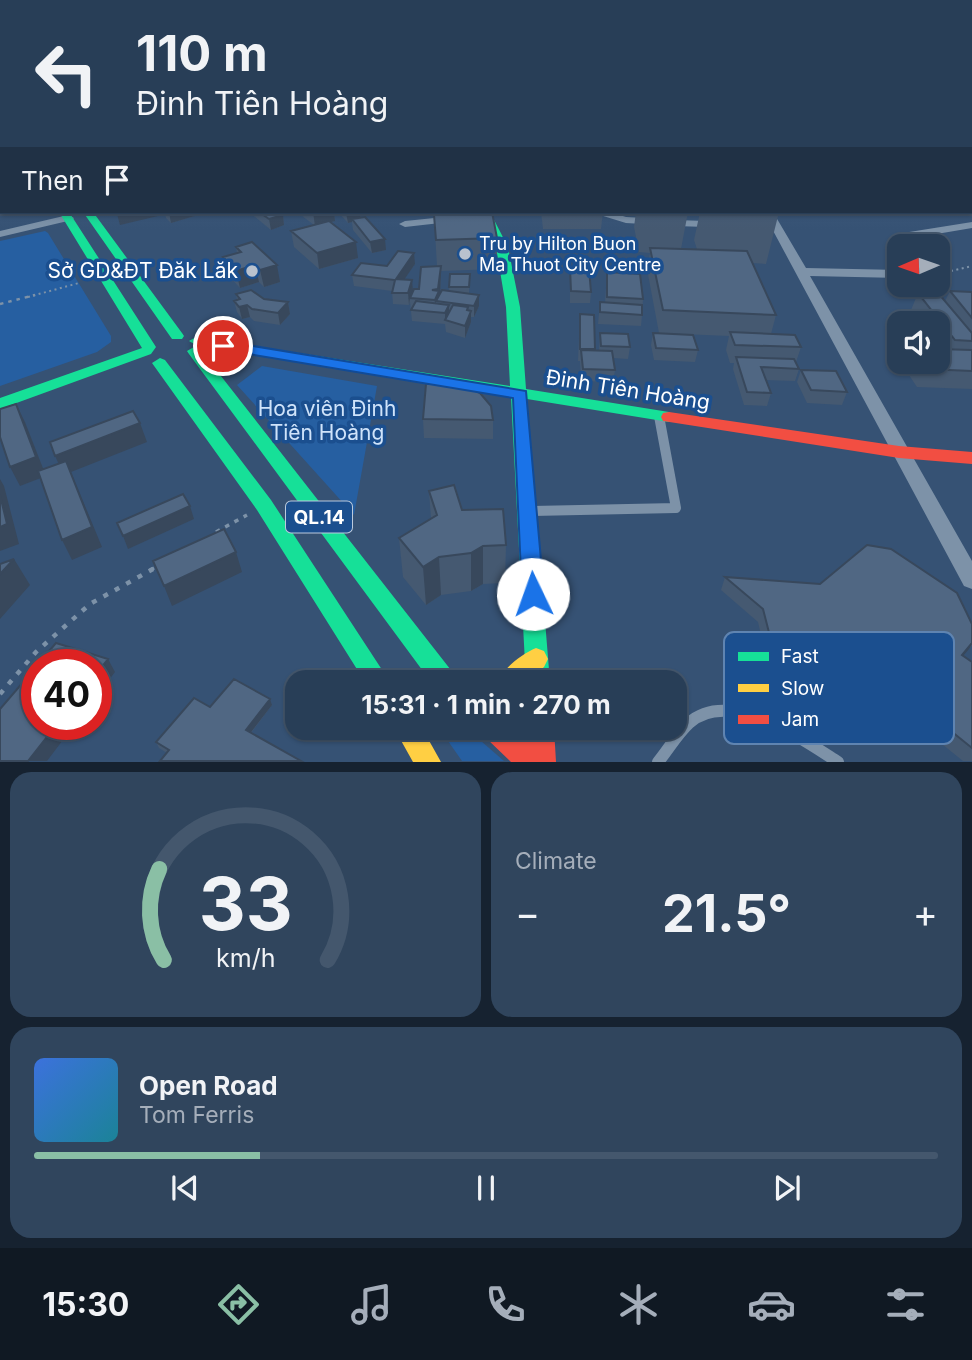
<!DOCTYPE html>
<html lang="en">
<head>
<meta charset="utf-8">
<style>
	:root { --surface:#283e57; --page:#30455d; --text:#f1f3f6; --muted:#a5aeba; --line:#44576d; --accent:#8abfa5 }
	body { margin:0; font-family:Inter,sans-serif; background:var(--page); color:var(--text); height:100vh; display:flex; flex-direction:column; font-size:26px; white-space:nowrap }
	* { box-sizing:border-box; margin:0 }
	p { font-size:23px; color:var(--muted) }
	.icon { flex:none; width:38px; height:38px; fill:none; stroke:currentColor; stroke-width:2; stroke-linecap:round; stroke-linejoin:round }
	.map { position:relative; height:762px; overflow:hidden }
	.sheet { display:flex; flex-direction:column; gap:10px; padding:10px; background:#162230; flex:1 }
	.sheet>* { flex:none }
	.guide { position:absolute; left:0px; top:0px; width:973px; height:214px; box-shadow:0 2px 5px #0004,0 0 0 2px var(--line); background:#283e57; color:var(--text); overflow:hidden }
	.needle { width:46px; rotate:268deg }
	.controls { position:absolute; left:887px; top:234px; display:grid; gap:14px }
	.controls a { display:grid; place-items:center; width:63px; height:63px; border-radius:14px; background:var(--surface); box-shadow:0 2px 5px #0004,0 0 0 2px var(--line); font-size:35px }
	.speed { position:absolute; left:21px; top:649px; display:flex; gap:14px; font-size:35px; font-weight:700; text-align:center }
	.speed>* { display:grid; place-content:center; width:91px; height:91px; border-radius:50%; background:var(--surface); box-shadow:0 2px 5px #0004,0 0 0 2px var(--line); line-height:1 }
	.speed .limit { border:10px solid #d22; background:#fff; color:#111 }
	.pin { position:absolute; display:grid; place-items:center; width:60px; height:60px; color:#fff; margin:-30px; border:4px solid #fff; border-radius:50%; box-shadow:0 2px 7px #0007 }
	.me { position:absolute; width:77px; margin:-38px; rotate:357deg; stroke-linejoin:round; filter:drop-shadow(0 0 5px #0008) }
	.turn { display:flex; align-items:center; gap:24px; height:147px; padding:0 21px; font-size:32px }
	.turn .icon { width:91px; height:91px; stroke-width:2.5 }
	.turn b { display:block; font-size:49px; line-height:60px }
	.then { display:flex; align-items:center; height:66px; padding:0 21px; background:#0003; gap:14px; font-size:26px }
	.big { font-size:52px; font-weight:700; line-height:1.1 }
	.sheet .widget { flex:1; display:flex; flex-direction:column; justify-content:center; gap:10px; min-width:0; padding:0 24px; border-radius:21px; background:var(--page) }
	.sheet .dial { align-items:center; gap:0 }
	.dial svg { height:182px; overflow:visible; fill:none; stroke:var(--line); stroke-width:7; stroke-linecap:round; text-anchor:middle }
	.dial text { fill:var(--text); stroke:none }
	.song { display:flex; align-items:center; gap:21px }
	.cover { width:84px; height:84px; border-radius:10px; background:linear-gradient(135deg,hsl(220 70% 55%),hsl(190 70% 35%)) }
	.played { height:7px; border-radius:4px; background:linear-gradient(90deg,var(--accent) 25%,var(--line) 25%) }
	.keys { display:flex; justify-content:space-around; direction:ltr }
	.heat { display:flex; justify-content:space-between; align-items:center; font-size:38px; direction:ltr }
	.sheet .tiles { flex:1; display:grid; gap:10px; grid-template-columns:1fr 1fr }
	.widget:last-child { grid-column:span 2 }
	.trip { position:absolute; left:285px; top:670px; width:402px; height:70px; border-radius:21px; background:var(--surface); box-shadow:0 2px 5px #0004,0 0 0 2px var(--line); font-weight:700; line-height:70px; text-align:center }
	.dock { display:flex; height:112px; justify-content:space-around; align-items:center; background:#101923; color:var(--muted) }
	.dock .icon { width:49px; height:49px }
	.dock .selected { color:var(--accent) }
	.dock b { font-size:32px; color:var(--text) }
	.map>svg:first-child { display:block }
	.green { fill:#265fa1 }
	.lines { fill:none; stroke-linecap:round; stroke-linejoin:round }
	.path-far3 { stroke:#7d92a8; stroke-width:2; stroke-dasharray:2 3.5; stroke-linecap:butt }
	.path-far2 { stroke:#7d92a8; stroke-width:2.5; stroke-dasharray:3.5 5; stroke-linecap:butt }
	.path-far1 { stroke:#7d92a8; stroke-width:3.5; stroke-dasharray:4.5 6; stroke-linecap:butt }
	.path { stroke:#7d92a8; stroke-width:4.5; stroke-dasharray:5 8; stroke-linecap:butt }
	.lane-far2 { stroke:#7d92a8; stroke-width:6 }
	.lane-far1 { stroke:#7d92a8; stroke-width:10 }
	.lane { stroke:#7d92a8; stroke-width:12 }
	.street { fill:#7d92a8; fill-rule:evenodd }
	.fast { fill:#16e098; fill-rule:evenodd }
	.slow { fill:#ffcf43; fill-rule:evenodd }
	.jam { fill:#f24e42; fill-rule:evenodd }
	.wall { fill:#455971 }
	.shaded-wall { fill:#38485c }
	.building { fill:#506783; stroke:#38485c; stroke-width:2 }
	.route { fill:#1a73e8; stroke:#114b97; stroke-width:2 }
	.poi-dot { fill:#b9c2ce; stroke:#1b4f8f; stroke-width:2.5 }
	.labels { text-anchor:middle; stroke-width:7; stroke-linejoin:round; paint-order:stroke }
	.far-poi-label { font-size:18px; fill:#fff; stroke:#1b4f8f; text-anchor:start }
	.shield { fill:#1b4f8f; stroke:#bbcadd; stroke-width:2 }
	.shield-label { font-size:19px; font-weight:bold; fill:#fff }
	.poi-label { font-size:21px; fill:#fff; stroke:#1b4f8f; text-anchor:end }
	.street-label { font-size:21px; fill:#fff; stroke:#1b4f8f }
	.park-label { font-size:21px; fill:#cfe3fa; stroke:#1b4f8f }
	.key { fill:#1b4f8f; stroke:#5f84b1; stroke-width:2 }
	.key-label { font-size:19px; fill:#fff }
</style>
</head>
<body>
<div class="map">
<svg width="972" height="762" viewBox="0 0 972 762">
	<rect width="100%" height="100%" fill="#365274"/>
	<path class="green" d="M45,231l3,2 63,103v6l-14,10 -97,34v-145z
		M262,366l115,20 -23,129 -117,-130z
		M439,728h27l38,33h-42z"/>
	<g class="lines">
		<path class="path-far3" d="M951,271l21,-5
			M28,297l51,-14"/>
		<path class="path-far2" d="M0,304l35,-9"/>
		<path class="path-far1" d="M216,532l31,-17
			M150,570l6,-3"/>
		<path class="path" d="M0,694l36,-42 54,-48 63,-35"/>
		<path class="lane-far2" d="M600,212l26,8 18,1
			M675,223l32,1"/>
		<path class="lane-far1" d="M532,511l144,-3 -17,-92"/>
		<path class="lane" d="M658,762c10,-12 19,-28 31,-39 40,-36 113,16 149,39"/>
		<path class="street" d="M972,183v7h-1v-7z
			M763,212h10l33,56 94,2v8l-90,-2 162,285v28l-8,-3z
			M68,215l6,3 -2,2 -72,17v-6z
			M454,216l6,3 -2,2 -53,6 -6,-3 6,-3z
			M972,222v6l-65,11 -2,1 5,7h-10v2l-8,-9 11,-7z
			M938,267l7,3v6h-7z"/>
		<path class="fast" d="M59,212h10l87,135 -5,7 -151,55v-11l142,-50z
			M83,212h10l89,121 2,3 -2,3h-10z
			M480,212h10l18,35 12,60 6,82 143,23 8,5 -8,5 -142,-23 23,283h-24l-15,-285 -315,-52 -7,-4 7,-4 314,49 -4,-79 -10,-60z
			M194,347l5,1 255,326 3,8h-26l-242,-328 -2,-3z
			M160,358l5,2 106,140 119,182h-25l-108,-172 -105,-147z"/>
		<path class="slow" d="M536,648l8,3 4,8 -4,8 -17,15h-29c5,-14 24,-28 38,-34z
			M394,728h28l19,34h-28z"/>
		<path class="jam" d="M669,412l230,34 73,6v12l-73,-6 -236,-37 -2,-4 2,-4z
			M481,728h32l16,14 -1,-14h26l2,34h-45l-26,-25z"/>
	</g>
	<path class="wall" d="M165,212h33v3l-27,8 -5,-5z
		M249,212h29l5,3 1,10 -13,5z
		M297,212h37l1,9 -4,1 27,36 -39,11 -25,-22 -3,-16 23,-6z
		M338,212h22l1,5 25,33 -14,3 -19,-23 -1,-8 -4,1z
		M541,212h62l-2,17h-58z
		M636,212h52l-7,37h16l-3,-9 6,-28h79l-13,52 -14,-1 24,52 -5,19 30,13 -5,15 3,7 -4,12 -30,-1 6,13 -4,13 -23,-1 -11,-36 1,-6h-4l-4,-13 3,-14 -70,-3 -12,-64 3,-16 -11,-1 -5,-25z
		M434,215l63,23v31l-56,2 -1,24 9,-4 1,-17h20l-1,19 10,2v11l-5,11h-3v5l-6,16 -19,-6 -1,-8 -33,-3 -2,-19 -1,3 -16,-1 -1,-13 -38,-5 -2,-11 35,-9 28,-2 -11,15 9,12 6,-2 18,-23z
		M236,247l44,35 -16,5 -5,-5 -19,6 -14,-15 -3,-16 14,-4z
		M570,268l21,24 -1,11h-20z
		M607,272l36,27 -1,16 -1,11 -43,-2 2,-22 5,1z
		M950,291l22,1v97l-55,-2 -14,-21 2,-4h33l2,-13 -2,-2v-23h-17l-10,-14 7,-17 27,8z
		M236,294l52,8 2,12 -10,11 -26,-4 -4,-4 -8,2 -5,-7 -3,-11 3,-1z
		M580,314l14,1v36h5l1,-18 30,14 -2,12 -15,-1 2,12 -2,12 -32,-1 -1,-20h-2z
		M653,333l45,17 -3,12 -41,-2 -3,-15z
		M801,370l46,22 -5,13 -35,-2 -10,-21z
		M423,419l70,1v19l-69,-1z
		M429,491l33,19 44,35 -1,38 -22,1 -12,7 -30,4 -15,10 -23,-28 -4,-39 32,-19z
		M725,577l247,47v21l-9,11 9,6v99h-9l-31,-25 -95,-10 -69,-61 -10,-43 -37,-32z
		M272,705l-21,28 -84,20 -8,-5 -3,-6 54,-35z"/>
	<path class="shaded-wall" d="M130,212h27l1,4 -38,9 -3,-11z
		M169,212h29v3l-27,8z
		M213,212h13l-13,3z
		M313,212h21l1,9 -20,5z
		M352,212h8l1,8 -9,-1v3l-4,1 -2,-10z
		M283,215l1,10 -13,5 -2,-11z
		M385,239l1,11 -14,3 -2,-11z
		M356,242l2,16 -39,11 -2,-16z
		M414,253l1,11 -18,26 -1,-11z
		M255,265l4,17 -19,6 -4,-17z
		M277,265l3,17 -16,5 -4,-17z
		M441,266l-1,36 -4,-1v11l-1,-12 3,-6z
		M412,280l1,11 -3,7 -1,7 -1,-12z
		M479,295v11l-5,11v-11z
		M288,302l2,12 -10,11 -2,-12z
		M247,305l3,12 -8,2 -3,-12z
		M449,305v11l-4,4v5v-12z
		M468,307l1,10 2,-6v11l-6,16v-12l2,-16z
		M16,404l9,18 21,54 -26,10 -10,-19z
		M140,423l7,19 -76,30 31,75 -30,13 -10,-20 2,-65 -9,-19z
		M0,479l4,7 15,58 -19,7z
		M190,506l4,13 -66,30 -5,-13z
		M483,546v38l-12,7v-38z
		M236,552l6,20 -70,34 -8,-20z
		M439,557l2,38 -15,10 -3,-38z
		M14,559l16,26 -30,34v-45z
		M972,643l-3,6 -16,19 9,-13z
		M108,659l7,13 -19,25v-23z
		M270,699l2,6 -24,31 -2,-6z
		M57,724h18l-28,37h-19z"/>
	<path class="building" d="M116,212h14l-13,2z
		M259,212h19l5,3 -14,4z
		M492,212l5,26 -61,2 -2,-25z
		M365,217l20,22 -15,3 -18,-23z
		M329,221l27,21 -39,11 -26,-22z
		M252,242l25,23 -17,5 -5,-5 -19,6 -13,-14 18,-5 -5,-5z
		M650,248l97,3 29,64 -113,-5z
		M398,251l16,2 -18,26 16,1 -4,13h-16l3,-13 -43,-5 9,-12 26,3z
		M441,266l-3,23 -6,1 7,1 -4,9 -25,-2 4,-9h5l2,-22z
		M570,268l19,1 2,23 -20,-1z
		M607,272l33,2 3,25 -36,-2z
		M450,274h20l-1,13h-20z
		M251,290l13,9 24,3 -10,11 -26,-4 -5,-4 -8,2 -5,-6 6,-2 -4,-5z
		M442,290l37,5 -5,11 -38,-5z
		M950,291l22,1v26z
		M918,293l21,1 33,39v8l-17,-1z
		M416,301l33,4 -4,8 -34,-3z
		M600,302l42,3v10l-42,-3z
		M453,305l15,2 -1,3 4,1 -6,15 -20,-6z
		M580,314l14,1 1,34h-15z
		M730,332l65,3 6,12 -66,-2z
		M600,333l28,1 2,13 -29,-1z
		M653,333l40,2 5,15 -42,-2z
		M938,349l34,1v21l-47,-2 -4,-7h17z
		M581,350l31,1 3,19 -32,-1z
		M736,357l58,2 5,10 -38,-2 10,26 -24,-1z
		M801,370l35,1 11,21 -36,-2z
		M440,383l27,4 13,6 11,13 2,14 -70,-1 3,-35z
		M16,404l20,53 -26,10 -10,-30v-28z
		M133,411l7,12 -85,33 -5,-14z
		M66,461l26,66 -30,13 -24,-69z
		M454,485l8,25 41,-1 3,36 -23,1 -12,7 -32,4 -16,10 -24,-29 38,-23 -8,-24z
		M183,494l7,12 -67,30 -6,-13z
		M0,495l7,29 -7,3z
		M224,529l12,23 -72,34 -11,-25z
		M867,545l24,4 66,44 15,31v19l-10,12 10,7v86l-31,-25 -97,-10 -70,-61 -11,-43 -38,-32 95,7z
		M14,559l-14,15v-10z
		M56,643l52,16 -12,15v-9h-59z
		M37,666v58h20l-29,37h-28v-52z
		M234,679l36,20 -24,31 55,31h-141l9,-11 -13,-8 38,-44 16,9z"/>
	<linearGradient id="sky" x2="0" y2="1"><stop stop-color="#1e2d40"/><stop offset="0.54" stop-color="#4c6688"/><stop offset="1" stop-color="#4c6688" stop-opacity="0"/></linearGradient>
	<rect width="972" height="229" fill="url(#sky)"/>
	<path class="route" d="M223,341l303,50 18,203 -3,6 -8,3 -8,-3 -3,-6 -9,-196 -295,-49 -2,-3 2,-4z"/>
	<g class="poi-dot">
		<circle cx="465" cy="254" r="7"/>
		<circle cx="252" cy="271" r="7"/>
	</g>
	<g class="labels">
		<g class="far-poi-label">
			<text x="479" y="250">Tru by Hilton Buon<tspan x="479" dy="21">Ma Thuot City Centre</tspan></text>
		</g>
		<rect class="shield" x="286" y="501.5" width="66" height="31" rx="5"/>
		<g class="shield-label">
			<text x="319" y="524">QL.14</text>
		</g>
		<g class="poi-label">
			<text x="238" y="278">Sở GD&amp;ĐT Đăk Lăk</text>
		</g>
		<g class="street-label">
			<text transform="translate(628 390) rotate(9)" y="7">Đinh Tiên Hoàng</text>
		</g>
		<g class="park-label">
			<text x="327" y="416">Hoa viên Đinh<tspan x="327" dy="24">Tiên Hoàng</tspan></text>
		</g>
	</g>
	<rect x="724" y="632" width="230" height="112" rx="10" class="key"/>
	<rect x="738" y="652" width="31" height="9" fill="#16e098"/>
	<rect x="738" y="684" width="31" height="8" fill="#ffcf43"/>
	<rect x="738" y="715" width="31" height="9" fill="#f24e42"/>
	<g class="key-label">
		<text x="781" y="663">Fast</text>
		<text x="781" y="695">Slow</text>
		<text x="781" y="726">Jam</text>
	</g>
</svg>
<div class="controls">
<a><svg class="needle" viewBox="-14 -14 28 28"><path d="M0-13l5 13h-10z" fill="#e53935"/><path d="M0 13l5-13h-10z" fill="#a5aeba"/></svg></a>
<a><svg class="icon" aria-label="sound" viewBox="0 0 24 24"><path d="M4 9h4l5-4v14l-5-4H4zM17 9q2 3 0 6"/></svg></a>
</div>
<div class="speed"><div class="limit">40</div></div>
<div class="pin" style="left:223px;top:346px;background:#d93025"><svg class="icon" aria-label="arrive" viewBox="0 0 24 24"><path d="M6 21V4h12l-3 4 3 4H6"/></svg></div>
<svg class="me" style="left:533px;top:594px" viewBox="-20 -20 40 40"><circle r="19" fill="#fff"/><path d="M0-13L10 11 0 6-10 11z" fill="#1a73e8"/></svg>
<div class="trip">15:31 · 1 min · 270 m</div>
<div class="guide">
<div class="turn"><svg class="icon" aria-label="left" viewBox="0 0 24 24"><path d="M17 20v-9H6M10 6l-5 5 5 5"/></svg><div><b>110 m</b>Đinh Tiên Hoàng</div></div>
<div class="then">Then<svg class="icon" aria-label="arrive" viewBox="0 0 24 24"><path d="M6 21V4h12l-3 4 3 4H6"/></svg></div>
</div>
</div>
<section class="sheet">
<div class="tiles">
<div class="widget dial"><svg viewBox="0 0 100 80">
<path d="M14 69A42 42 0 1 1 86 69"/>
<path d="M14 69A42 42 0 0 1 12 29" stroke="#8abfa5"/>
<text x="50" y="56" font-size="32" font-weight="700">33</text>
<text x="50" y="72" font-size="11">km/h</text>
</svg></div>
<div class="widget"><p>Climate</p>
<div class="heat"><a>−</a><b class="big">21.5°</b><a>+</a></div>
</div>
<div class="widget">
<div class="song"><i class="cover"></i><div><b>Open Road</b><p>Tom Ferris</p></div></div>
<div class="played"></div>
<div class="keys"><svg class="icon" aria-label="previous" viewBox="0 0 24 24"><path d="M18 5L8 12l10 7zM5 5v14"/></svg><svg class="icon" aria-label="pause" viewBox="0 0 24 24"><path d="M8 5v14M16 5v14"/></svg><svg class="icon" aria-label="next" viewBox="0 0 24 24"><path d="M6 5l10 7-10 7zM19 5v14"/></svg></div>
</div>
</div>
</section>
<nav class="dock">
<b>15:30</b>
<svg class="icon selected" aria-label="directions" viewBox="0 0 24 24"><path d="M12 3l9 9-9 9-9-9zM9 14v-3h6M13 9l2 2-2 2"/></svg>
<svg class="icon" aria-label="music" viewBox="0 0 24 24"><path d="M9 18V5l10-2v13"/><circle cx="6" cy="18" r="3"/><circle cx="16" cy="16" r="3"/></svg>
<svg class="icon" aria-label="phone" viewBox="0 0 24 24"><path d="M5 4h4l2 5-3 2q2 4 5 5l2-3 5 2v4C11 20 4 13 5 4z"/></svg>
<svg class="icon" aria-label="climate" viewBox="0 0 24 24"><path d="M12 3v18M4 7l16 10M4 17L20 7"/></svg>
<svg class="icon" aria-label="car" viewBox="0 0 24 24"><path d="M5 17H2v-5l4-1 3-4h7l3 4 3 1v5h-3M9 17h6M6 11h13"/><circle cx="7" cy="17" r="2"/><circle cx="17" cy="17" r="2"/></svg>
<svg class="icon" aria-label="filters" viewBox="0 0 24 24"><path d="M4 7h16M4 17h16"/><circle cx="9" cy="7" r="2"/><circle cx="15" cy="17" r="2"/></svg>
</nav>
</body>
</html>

• _Problem requirements_
Take the lines above from the one containing "M483,546v38l-12,7v-38z" to the one containing "M37,666v58h20l-29,37h-28v-52z" and retype them exactly, both ends included, with nothing added.

• _Answer to the problem_
		M483,546v38l-12,7v-38z
		M236,552l6,20 -70,34 -8,-20z
		M439,557l2,38 -15,10 -3,-38z
		M14,559l16,26 -30,34v-45z
		M972,643l-3,6 -16,19 9,-13z
		M108,659l7,13 -19,25v-23z
		M270,699l2,6 -24,31 -2,-6z
		M57,724h18l-28,37h-19z"/>
	<path class="building" d="M116,212h14l-13,2z
		M259,212h19l5,3 -14,4z
		M492,212l5,26 -61,2 -2,-25z
		M365,217l20,22 -15,3 -18,-23z
		M329,221l27,21 -39,11 -26,-22z
		M252,242l25,23 -17,5 -5,-5 -19,6 -13,-14 18,-5 -5,-5z
		M650,248l97,3 29,64 -113,-5z
		M398,251l16,2 -18,26 16,1 -4,13h-16l3,-13 -43,-5 9,-12 26,3z
		M441,266l-3,23 -6,1 7,1 -4,9 -25,-2 4,-9h5l2,-22z
		M570,268l19,1 2,23 -20,-1z
		M607,272l33,2 3,25 -36,-2z
		M450,274h20l-1,13h-20z
		M251,290l13,9 24,3 -10,11 -26,-4 -5,-4 -8,2 -5,-6 6,-2 -4,-5z
		M442,290l37,5 -5,11 -38,-5z
		M950,291l22,1v26z
		M918,293l21,1 33,39v8l-17,-1z
		M416,301l33,4 -4,8 -34,-3z
		M600,302l42,3v10l-42,-3z
		M453,305l15,2 -1,3 4,1 -6,15 -20,-6z
		M580,314l14,1 1,34h-15z
		M730,332l65,3 6,12 -66,-2z
		M600,333l28,1 2,13 -29,-1z
		M653,333l40,2 5,15 -42,-2z
		M938,349l34,1v21l-47,-2 -4,-7h17z
		M581,350l31,1 3,19 -32,-1z
		M736,357l58,2 5,10 -38,-2 10,26 -24,-1z
		M801,370l35,1 11,21 -36,-2z
		M440,383l27,4 13,6 11,13 2,14 -70,-1 3,-35z
		M16,404l20,53 -26,10 -10,-30v-28z
		M133,411l7,12 -85,33 -5,-14z
		M66,461l26,66 -30,13 -24,-69z
		M454,485l8,25 41,-1 3,36 -23,1 -12,7 -32,4 -16,10 -24,-29 38,-23 -8,-24z
		M183,494l7,12 -67,30 -6,-13z
		M0,495l7,29 -7,3z
		M224,529l12,23 -72,34 -11,-25z
		M867,545l24,4 66,44 15,31v19l-10,12 10,7v86l-31,-25 -97,-10 -70,-61 -11,-43 -38,-32 95,7z
		M14,559l-14,15v-10z
		M56,643l52,16 -12,15v-9h-59z
		M37,666v58h20l-29,37h-28v-52z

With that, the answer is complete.